WORK INSTRUCTIONS – Copy each line of the records that includes "Mascaux".

RECORDS TO USE –
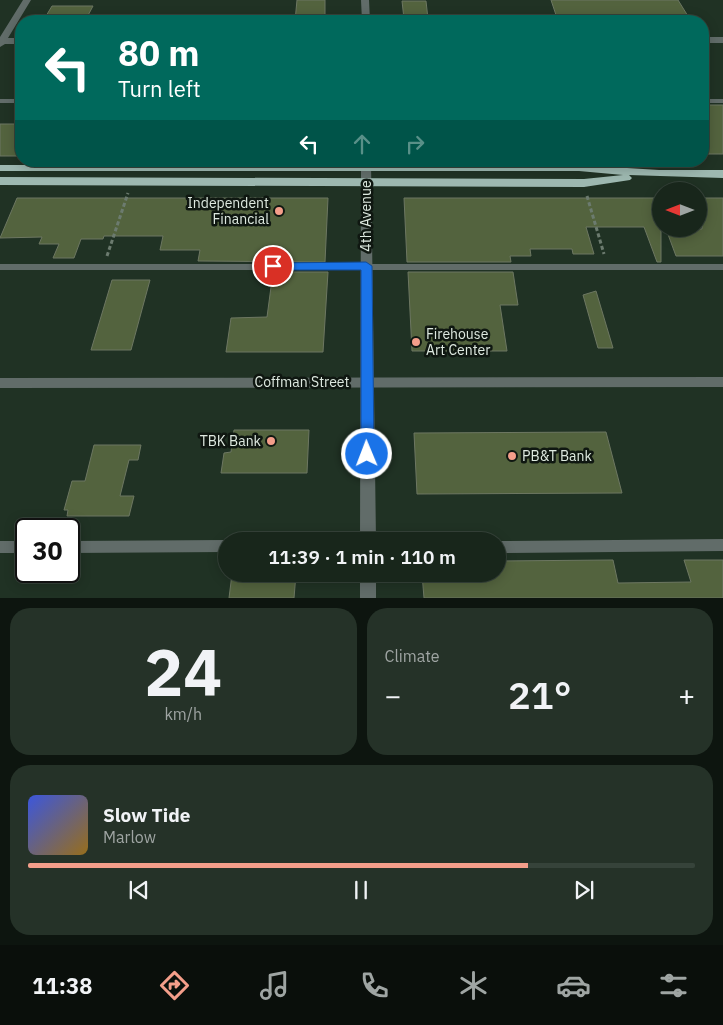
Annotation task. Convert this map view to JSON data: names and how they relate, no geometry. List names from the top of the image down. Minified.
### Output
{"streets":{"street":["4th Avenue","Coffman Street"]},"crossings":[["4th Avenue","Coffman Street"]],"places":["Independent Financial","Firehouse Art Center","TBK Bank","PB&T Bank"],"north":"left","page":{"turn":["80 m","Turn left"],"limit":"30","trip":"11:39 · 1 min · 110 m","tile":[["24","km/h"],"Climate"],"heat":["−","21°","+"],"song":["Slow Tide","Marlow"],"tabs":"11:38"}}
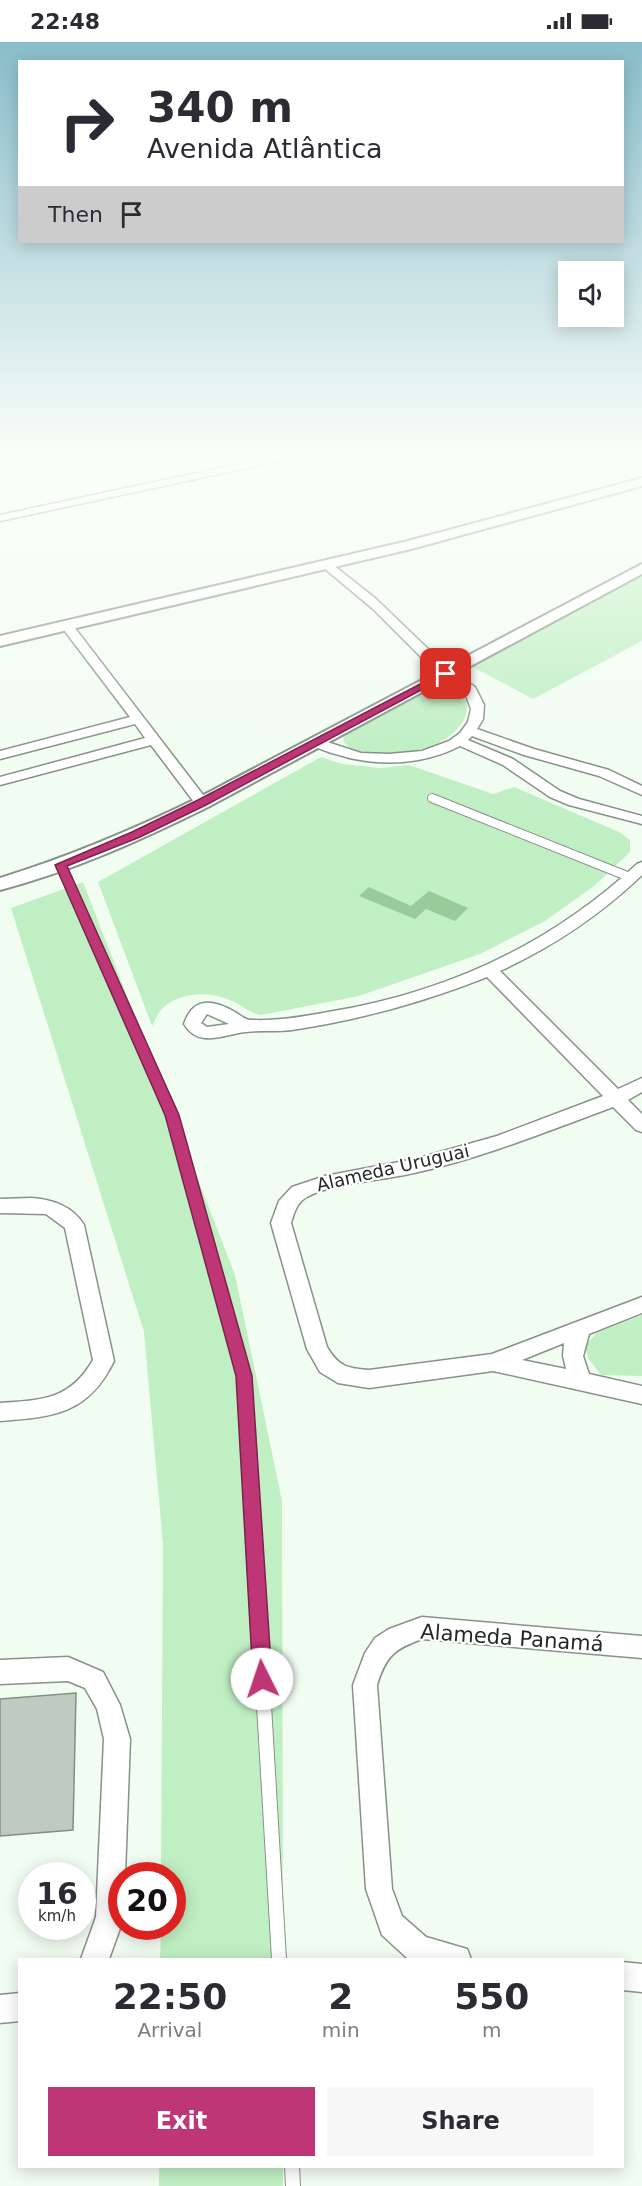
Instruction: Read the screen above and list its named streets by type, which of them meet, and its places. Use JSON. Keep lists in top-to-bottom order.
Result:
{
  "streets": {
    "street": ["Alameda Uruguai", "Alameda Panamá"]
  },
  "page": {
    "status": "22:48",
    "turn": ["340 m", "Avenida Atlântica"],
    "then": "Then",
    "speed": "16 km/h",
    "limit": "20",
    "eta": [
      "22:50",
      "Arrival",
      "2",
      "min",
      "550",
      "m"
    ],
    "buttons": ["Exit", "Share"]
  }
}
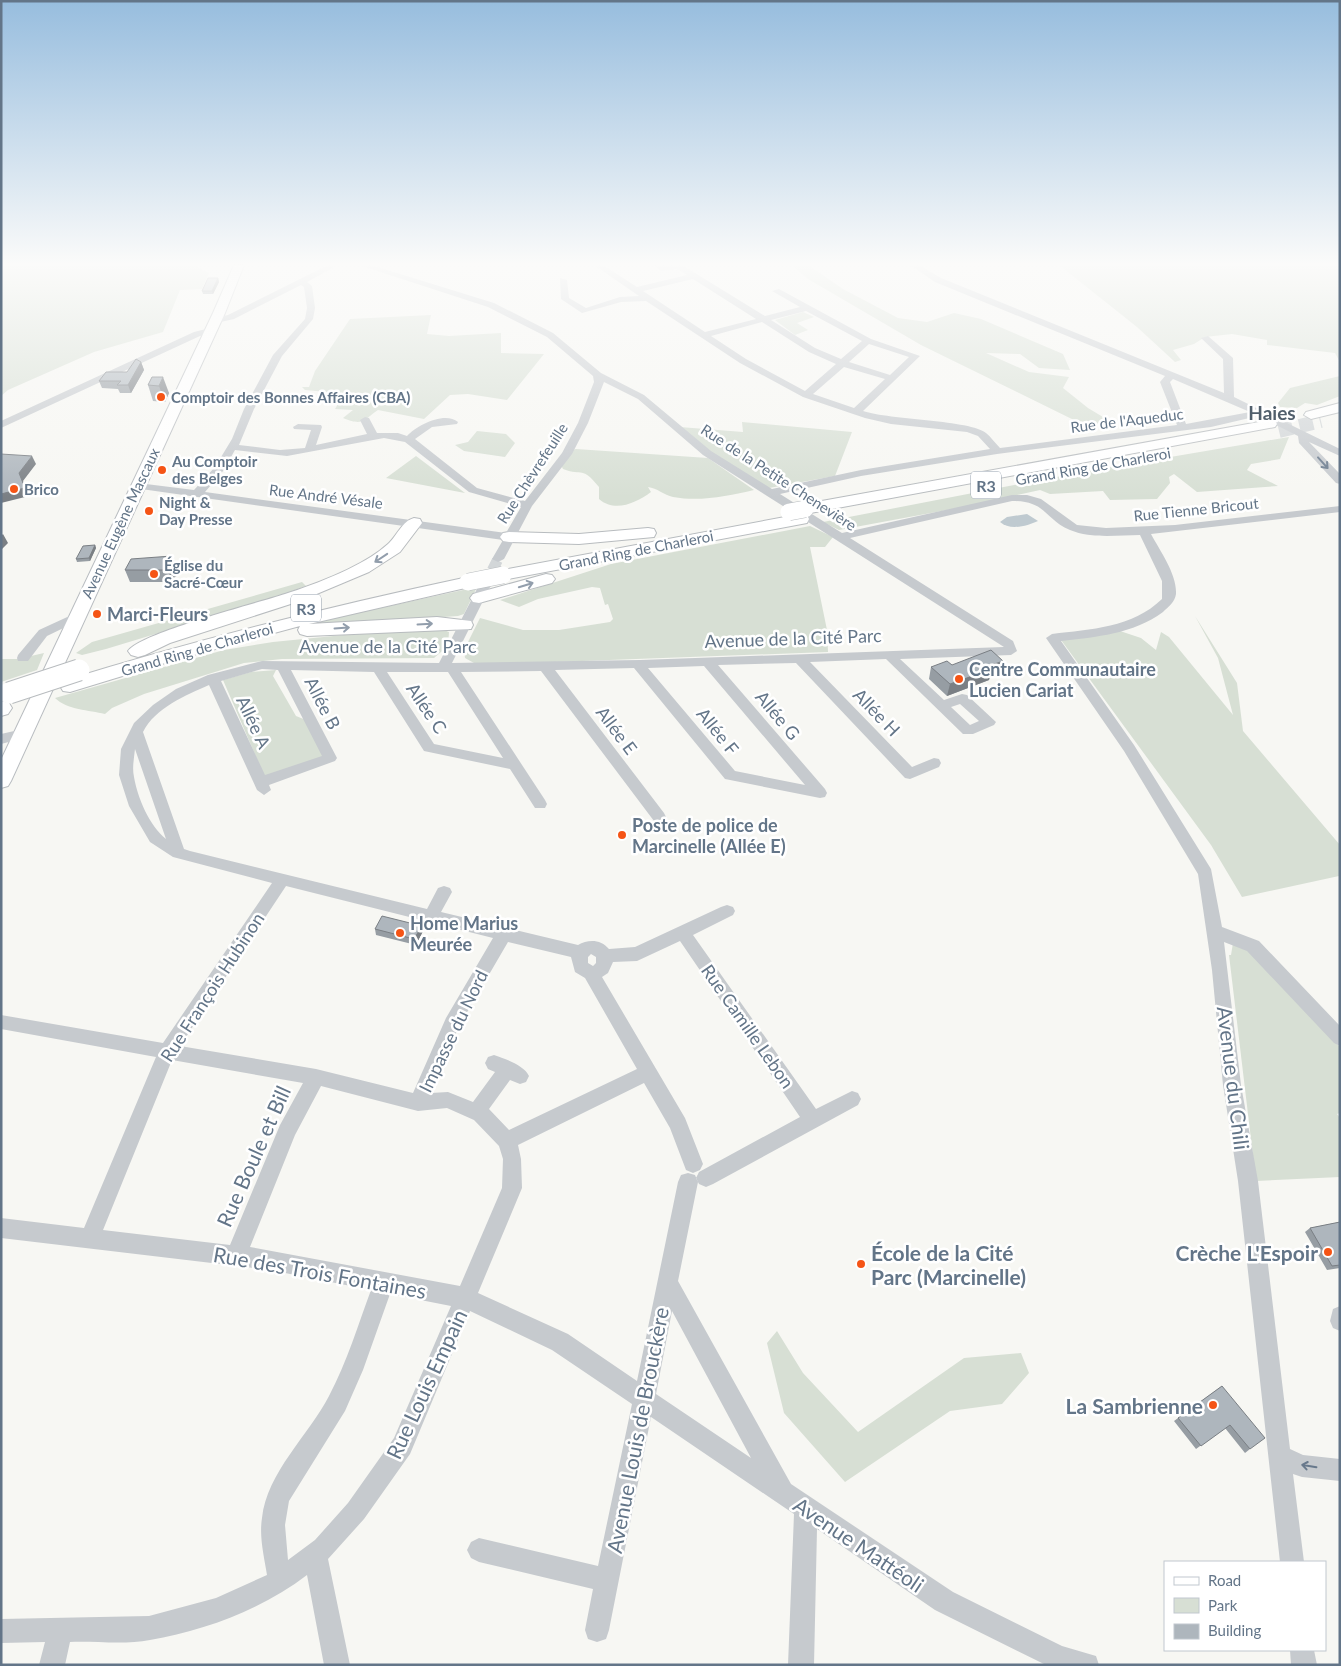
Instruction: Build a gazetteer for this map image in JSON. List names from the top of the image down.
{
  "streets": {
    "highway": ["Grand Ring de Charleroi", "R3"],
    "main road": ["Avenue Eugène Mascaux"],
    "street": [
      "Rue de l'Aqueduc",
      "Rue Chèvrefeuille",
      "Rue de la Petite Chenevière",
      "Rue André Vésale",
      "Rue Tienne Bricout",
      "Avenue de la Cité Parc",
      "Allée B",
      "Allée C",
      "Allée H",
      "Allée G",
      "Allée A",
      "Allée E",
      "Allée F",
      "Rue François Hubinon",
      "Rue Camille Lebon",
      "Impasse du Nord",
      "Avenue du Chili",
      "Rue Boule et Bill",
      "Rue des Trois Fontaines",
      "Rue Louis Empain",
      "Avenue Louis de Brouckère",
      "Avenue Mattéoli"
    ]
  },
  "crossings": [
    ["Rue de l'Aqueduc", "Grand Ring de Charleroi"],
    ["Rue de l'Aqueduc", "Rue de la Petite Chenevière"],
    ["Grand Ring de Charleroi", "Rue Chèvrefeuille"],
    ["Rue Chèvrefeuille", "Rue de la Petite Chenevière"],
    ["Rue Chèvrefeuille", "Rue André Vésale"],
    ["Rue de la Petite Chenevière", "Rue Tienne Bricout"],
    ["Rue de la Petite Chenevière", "Avenue de la Cité Parc"],
    ["Rue André Vésale", "Avenue Eugène Mascaux"],
    ["Rue Tienne Bricout", "Avenue du Chili"],
    ["Avenue de la Cité Parc", "Allée B"],
    ["Avenue de la Cité Parc", "Allée C"],
    ["Avenue de la Cité Parc", "Allée H"],
    ["Avenue de la Cité Parc", "Allée G"],
    ["Avenue de la Cité Parc", "Allée A"],
    ["Avenue de la Cité Parc", "Allée E"],
    ["Avenue de la Cité Parc", "Allée F"],
    ["Avenue de la Cité Parc", "Rue François Hubinon"],
    ["Avenue de la Cité Parc", "Impasse du Nord"],
    ["Allée B", "Allée A"],
    ["Allée G", "Allée F"],
    ["Rue François Hubinon", "Rue des Trois Fontaines"],
    ["Rue Boule et Bill", "Rue des Trois Fontaines"],
    ["Rue des Trois Fontaines", "Rue Louis Empain"],
    ["Rue des Trois Fontaines", "Avenue Louis de Brouckère"],
    ["Rue des Trois Fontaines", "Avenue Mattéoli"],
    ["Avenue Louis de Brouckère", "Avenue Mattéoli"]
  ],
  "districts": ["Haies"],
  "places": [
    "Comptoir des Bonnes Affaires (CBA)",
    "Au Comptoir des Belges",
    "Brico",
    "Night & Day Presse",
    "Église du Sacré-Cœur",
    "Marci-Fleurs",
    "Centre Communautaire Lucien Cariat",
    "Poste de police de Marcinelle (Allée E)",
    "Home Marius Meurée",
    "Crèche L'Espoir",
    "École de la Cité Parc (Marcinelle)",
    "La Sambrienne"
  ],
  "legend": ["Road", "Park", "Building"]
}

ANSWER SECTION –
    "main road": ["Avenue Eugène Mascaux"],
    ["Rue André Vésale", "Avenue Eugène Mascaux"],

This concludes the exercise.